Drury receives $25,000 prize money after her play Fairview beat those by other finalists including debbie tucker green’s ear for eye, Nina Raine’s Stories, Ella Road’s The Phlebotomist and Ella Hickson’s The Writer, all of which received hit UK productions last year. Fairview will have its UK premiere at the Young Vic in London in November.
Drury has said that Fairview explores the theme of surveillance and “why surveillance feels more dangerous to people of colour” because of an implicit bias.
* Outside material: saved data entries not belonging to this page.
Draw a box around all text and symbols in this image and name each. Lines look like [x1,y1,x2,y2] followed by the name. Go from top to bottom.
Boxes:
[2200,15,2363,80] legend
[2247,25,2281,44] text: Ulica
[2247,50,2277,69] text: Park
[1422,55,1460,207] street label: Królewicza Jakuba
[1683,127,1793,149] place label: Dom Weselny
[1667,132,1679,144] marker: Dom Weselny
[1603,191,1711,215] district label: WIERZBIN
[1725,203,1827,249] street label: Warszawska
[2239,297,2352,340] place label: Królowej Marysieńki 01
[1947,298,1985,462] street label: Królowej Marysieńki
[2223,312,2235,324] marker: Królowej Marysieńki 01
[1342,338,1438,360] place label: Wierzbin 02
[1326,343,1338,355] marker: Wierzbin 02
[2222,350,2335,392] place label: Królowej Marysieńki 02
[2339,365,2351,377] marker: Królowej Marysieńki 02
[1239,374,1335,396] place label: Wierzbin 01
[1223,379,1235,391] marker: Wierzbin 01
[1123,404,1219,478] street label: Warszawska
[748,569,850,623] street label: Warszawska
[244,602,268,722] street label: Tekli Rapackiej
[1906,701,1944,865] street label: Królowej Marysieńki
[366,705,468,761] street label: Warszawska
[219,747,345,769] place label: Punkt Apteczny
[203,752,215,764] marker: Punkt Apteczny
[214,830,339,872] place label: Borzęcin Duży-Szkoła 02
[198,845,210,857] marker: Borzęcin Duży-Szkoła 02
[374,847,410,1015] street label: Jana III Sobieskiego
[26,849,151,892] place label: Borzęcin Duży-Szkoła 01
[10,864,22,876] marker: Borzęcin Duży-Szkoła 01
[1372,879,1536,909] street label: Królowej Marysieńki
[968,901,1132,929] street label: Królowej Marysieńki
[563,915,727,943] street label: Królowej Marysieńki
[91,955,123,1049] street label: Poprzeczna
When the play had its US premiere in the summer of 2018, at New York’s Soho Rep, the New York Times critic Ben Brantley called it “dazzling and ruthless” and wrote that it would have audiences “squirming” with a galvanising account of “racial alienation and division” that was comparable to An Octoroon and Underground Railroad Game.
Fairview opens as a family comedy centred around a dinner party but sneaks up on its audience. “Some time after the show has ended,” wrote Brantley, “you’ll realise just how artfully you have been toyed with before the final kill, as the mouse to one canny cat of a play.”
The awards ceremony took place at Shakespeare’s Globe, London, on Monday. The judges for the 2019 prize were Michael Buffong, Maria Manuela Goyanes, Marianne Elliott, Jennifer Haley, Tamsin Greig and Marin Ireland.
More than 150 plays were nominated for the prize, which has been awarded annually since 1978. Recent winners include Lynn Nottage’s Sweat, which received its UK premiere at the Donmar Warehouse last year and transfers to the West End this summer.